Eine strukturierte und sichere Patientenversorgung beginnt schon beim Eintreffen an der Einsatzstelle. Um in hochdynamischen, oft unübersichtlichen Lagen gezielt, prioritätenorientiert und effektiv zu handeln, nutzen Sanitäter bewährte Handlungsstrukturen. Sie helfen, den Überblick zu bewahren, lebensbedrohliche Zustände rasch zu erkennen und konsequent abzuarbeiten. Dieses Kapitel bietet einen Überblick über zentrale Schemata und Merkhilfen, die in der präklinischen Notfallmedizin zum festen Handwerkszeug gehören.

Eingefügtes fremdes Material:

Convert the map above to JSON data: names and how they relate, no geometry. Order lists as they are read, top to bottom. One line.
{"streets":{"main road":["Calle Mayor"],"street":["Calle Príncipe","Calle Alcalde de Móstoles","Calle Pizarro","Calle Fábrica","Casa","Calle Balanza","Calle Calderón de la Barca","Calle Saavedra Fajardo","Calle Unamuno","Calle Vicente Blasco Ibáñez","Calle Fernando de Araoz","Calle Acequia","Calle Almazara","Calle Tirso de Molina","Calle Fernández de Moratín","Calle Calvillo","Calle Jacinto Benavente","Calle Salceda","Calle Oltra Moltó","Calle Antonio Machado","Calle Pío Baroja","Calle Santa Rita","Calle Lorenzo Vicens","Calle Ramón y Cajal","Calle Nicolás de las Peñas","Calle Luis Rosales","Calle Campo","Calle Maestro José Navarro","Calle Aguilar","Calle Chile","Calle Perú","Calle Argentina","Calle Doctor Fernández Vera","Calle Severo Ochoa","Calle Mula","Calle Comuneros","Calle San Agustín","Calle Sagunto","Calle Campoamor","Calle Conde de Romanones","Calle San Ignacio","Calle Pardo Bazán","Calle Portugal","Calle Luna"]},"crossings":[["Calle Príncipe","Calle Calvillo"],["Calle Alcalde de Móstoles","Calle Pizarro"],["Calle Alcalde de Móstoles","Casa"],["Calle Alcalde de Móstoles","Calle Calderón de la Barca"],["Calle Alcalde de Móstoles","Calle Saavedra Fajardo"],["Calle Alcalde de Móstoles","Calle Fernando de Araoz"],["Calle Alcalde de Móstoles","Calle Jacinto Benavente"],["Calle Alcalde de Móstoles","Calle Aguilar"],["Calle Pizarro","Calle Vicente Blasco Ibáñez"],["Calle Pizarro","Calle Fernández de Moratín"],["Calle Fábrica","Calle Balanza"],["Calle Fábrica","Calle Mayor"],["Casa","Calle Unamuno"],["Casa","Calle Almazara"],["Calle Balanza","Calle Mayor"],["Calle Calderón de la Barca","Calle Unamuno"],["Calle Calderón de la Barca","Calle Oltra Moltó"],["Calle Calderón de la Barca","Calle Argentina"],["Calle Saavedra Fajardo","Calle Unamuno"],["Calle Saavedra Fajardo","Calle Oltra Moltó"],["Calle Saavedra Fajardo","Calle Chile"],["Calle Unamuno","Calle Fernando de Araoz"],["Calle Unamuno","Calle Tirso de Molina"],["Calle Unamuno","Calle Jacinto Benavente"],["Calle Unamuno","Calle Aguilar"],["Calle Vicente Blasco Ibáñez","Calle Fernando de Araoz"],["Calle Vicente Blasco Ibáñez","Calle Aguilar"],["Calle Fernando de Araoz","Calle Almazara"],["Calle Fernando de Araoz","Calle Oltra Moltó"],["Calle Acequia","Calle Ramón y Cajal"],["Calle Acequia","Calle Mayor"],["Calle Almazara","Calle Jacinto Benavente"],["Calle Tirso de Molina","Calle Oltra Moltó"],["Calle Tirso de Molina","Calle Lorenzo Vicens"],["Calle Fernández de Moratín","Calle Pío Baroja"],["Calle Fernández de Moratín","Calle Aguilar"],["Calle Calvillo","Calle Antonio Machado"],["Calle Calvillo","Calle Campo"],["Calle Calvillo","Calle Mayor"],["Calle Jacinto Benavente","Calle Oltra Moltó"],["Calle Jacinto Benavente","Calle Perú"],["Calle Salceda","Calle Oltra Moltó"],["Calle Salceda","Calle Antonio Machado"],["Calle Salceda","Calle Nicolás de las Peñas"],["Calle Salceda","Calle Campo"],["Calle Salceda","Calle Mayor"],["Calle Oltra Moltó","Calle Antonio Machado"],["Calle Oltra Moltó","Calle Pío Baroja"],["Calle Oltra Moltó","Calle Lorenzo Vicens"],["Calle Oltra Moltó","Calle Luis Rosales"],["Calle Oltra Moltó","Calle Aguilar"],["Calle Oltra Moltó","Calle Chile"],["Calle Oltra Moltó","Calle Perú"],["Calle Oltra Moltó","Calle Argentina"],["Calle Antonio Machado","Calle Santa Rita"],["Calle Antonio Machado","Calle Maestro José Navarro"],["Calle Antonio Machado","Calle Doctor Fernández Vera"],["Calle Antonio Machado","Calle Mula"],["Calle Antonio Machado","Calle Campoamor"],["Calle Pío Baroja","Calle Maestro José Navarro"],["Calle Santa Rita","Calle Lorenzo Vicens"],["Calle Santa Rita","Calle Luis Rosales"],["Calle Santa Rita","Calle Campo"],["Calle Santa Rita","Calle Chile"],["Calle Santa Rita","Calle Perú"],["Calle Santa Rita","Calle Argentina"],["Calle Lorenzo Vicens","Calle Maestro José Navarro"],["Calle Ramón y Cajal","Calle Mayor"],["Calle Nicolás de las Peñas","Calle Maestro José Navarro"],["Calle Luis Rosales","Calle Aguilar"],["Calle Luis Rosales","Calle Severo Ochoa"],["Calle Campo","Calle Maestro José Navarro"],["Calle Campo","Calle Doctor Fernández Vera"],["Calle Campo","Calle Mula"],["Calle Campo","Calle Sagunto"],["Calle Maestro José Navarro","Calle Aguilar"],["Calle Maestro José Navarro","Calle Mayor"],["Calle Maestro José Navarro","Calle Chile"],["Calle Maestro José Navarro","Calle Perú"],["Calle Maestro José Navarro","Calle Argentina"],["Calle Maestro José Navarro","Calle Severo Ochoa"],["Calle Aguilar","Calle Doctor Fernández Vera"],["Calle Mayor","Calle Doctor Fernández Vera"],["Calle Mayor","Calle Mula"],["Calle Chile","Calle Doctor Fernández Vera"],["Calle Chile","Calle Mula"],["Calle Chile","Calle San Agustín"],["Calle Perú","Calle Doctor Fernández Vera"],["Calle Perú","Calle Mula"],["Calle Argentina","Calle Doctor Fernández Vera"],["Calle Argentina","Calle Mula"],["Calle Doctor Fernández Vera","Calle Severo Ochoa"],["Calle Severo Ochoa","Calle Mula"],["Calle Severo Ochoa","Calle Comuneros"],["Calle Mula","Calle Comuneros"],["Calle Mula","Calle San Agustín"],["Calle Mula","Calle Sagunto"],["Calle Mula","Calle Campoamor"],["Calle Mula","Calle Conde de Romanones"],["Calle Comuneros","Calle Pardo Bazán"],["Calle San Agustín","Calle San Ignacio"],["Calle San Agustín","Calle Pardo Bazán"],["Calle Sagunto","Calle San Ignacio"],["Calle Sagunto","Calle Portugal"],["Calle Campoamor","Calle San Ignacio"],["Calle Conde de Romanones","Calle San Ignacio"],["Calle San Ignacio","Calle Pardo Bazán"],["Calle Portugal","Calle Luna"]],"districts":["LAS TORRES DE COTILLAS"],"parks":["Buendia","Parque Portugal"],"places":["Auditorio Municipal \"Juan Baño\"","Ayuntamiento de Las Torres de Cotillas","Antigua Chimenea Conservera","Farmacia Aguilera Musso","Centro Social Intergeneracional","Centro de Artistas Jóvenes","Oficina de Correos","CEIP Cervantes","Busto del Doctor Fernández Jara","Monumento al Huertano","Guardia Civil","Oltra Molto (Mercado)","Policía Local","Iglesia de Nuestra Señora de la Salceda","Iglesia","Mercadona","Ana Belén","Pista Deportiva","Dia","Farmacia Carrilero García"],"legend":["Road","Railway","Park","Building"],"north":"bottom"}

Normwerte der Vitalparameter

Im Rahmen der präklinischen Patientenversorgung ermöglichen die Vitalparameter eine schnelle und strukturierte Einschätzung des vitalen Status und helfen bei der Einordnung des Schweregrads von Erkrankungen oder Verletzungen.

Die folgende Übersicht gibt einen praxisorientierten Überblick über die physiologischen Normwerte bei Erwachsenen.

Atemfrequenz (Respirationsfrequenz)

  • Normwert: 12 bis 20 Atemzüge pro Minute

  • Tachypnoe: > 20/min

  • Bradypnoe: < 12/min

  • Apnoe: keine Atmung

 

Blutdruck (arterieller Blutdruck)

  • Normwert systolisch: 100 bis 129 mmHg

  • Normwert diastolisch: 60 bis 84 mmHg

  • Hypertonie (ab Stadium I): ≥ 140 / ≥ 90 mmHg

  • Hypotonie: systolisch < 100 mmHg

 

Blutzucker (kapillär, mg/dl)

  • Nüchtern: 70 bis 99 mg/dl

  • Postprandial (nach dem Essen): < 140 mg/dl

  • Hypoglykämie: < 60 mg/dl (teilweise bereits Symptome unter 70 mg/dl)

  • Hyperglykämie: > 140 mg/dl postprandial, > 180 mg/dl pathologisch relevant im Notfallkontext

 

Kapillare Reperfusionszeit (CRT)

  • Normwert: ≤ 2 Sekunden

  • verlängert: > 2 Sekunden (Hinweis auf Kreislaufinsuffizienz oder Schock)

 

Körpertemperatur

  • Normothermie: 36,5 bis 37,5 Grad Celsius

  • Subfebril: 37,6 bis 38,0 Grad Celsius

  • Fieber: > 38,0 Grad Celsius

  • Hypothermie: < 35,0 Grad Celsius

 

Pulsoximetrie (SpO₂)

  • Normwert: ≥ 95 Prozent

  • mild erniedrigt: 90 bis 94 Prozent

  • schwer erniedrigt / respiratorische Insuffizienz: < 90 Prozent

 

Pulsfrequenz (Herzfrequenz)

  • Normwert: 60 bis 100 Schläge pro Minute (bpm)

  • Tachykardie: > 100 bpm

  • Bradykardie: < 60 bpm

Pupillen (Pupillenkontrolle)

  • Normwert: Isokor, rund, mittelweit (circa 2 bis 5 mm), beidseits prompt und gleichmäßig auf Licht reagierend

 

Abweichungen:

  • Miosis (enge Pupillen)

  • Mydriasis (weite Pupillen)

  • Anisokorie (mehr als 1 mm Differenz) 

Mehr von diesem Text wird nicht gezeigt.